You are allowed to take photos in public spots, even without permission. Portraits need all of what we have discussed so far. However, this is not an hour long process; you need to get to the bottom line soon. Ask permission. If it is given, help the person posing as per your preference. Do not feel bad if they refuse, accept it politely and pleasantly, and remember especially then, to be respectful. A few things I learned along the way:
You cannot do justice to a portrait if you do not include at the very least the name and background of the person, and preferably also age. You need to know who they were, and what their life was like. It is first and foremost a sign of respect to the person whose image you have used for your own purpose, but secondly you will realize how powerful your portraits become when contextualized. I currently use my smartphone to note down these details, but am considering carrying a dictaphone. A simple notebook will do.
If your camera allows previews, show it immediately, and get feedback. Sometime the best ideas come from the person in front of the lens. Make your new friend smile and even chat while you are taking photos. I often ask questions while I am busy taking photos. I believe it is a great technique which helps people calm down. When they are animated about something important to them, it reflects in the photo. If you have a companion with you, sometimes having them strike a conversation allows for the opportunity of candid shots of your subject with spontaneous expressions.
“Wow, you are in grade 2. This is so cool buddy, I wish I was in grade 2 again”.
“Were you a solider before Mr. Sadeeq? I feel that strength in your eyes”.
“Enrique, you remind me of my cousin… he has a beautiful mustache like you”.
I have not followed this rule strictly, and I have regretted it several times in retrospect, after the moment passed. Once, after taking photo of a guard, I proudly showed it to him, and he asked, “Where is my gun? It is not in the photo”. His voice echoed in my mind for many days, I had missed an important aspect of what made him a guard! Not only was it integral to his identity, but what an important prop I had omitted in error. Take two.
Take a photo of the people with their surroundings to remember what they were doing. It will help you in your story telling one day!
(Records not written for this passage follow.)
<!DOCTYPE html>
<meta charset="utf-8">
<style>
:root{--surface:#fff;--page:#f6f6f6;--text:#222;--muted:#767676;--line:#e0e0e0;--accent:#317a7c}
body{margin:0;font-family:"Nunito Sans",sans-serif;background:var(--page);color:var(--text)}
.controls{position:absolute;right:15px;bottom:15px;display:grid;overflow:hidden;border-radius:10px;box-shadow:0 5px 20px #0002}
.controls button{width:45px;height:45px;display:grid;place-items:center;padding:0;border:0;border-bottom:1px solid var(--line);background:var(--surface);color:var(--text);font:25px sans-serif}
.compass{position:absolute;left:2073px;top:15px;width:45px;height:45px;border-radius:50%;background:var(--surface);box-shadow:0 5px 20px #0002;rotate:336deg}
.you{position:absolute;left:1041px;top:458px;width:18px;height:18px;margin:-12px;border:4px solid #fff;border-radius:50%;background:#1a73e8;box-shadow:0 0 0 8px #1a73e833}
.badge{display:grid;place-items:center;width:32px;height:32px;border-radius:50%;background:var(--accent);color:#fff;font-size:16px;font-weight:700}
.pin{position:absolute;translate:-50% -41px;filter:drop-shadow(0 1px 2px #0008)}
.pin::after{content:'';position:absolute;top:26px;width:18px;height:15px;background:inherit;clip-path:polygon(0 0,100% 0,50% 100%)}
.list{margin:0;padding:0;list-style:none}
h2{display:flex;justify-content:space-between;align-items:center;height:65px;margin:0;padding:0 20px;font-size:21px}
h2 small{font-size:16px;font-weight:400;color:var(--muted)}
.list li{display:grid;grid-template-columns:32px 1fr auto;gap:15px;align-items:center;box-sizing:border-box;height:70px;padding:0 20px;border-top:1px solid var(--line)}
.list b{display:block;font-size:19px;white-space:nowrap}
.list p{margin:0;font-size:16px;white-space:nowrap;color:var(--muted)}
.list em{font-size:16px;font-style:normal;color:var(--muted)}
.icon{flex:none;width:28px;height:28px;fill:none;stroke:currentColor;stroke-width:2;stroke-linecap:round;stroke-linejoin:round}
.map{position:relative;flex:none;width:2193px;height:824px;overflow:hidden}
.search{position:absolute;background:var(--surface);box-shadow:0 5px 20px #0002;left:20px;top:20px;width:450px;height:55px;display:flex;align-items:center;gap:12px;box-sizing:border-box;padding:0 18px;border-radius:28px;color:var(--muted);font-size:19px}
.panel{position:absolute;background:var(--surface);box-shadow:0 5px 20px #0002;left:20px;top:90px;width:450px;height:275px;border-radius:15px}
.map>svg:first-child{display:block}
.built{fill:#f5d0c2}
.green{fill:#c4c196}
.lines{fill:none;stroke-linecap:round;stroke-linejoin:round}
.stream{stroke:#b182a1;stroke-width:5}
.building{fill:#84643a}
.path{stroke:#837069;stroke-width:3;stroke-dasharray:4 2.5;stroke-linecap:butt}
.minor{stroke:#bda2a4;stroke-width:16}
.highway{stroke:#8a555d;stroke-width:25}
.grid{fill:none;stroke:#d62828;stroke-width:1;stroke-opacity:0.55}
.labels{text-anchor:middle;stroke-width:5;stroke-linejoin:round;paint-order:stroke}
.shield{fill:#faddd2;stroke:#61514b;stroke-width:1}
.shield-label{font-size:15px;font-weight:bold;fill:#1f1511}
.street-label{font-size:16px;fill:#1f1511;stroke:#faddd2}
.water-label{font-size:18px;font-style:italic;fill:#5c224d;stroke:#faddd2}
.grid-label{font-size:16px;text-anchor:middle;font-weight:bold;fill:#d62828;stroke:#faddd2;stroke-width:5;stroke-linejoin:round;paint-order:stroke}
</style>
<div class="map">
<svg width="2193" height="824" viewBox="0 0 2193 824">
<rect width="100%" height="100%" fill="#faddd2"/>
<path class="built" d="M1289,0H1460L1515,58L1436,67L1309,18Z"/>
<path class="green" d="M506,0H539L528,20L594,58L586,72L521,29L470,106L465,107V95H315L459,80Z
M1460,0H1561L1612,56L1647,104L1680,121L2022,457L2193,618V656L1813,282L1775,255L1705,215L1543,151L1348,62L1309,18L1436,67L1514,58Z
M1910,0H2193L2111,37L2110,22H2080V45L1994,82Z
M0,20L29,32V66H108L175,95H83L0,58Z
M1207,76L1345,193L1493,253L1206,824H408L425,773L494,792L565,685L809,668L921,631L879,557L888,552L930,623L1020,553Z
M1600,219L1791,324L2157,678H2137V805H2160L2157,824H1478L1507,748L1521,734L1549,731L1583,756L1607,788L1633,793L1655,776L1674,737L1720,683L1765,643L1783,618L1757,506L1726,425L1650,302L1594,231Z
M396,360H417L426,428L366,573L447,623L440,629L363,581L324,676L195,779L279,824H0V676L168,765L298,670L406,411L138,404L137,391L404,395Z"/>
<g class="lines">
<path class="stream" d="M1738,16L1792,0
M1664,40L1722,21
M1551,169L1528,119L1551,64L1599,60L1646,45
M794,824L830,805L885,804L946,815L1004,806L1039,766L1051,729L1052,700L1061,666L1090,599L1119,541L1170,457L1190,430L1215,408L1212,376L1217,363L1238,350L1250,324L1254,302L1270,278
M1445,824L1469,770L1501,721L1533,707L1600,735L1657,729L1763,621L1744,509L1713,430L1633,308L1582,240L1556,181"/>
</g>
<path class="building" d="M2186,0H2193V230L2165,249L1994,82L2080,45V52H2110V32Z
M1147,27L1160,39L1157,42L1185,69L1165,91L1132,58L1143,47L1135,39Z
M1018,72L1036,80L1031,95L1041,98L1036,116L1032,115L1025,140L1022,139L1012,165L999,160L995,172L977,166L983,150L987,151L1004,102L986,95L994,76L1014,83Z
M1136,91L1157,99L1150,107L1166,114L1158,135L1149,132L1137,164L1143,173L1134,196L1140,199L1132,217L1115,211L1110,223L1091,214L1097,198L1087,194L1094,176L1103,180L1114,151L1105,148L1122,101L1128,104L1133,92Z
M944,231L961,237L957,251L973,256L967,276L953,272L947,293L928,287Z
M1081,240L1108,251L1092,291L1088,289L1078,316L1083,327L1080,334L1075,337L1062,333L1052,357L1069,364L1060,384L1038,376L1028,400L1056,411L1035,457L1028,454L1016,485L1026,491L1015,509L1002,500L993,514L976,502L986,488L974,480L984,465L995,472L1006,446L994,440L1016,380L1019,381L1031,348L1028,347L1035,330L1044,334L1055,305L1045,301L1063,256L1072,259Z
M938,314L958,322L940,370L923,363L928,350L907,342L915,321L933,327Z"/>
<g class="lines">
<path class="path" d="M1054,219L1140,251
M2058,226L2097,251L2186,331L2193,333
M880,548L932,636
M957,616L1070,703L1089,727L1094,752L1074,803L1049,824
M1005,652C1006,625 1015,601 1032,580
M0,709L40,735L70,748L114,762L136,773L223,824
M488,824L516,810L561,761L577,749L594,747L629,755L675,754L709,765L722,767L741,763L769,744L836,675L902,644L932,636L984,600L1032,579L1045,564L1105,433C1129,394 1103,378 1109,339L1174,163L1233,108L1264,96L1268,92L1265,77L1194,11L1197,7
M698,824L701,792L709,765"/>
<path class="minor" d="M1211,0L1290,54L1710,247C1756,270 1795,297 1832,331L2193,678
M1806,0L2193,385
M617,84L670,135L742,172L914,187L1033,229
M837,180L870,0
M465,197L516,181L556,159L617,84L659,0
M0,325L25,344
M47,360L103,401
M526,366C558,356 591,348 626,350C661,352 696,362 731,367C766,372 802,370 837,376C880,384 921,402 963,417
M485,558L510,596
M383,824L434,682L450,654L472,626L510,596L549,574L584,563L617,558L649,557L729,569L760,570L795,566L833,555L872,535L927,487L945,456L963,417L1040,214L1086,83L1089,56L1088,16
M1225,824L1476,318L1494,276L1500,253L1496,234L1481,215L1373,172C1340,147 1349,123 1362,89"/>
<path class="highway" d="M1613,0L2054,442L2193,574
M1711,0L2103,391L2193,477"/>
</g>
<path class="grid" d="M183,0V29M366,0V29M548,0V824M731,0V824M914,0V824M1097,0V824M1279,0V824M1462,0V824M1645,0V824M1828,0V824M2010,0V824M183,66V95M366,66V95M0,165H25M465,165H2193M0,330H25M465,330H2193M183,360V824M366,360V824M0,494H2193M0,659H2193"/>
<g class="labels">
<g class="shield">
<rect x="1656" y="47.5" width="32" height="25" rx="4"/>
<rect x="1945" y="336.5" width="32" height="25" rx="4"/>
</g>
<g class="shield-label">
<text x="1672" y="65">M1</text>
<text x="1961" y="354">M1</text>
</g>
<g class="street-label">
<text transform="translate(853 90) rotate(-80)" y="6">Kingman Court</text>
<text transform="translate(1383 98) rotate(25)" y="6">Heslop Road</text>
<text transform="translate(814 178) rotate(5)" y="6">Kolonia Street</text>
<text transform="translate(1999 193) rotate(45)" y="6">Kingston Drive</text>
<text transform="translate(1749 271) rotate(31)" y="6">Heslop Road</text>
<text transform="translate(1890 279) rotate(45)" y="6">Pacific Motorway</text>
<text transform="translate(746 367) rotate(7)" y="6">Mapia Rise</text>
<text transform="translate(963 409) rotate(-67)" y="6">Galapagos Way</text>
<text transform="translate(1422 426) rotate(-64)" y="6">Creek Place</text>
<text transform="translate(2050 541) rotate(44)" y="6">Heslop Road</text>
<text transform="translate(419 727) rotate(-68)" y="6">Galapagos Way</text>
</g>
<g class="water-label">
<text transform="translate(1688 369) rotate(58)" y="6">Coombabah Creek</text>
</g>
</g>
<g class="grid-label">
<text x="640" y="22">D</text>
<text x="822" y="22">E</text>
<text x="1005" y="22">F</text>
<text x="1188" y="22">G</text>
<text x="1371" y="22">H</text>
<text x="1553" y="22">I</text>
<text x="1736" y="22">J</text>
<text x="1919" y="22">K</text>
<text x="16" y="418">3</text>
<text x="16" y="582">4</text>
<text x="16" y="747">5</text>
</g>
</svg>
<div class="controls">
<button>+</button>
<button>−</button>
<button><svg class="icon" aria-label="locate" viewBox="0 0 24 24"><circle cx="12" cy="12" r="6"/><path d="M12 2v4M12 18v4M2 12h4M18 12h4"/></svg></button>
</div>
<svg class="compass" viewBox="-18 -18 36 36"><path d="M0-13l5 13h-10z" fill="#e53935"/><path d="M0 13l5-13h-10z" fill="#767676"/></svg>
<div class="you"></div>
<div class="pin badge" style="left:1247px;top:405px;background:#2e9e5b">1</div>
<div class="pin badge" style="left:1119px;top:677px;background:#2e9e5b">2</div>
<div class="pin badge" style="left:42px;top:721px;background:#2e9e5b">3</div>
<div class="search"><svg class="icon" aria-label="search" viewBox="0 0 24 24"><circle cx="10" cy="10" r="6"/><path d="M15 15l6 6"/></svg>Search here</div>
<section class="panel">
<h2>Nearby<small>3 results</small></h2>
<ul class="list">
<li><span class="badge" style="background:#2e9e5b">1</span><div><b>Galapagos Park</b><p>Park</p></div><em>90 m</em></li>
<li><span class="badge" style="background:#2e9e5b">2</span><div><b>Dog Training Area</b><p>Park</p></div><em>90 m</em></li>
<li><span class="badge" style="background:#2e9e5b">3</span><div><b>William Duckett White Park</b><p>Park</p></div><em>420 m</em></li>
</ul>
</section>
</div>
Greet properly. Ask if they would mind if it was published or uploaded. Some photographers even carry model releases on their person, for use as required. If this is not feasible, as far as language allows, at the least make your subject aware that you may use the images. Later, if you were to personally or commercially use the images, depending on the laws of your country which are variously lax and stringent, you may either need to submit a model release and/or affidavit along with the photo to make its use legal.
Remember to be informed and aware of not only the etiquette of taking portraits, but also of the legal requirements which will vary from country to country, and are a topic of their own. Be particularly cautious when photographing the faces of minors without formal consent of their parents. I still have inadequate knowledge in this area myself.
I hope these tips would help you in your portrait photography. I look forward to seeing your feedback and learning from you all.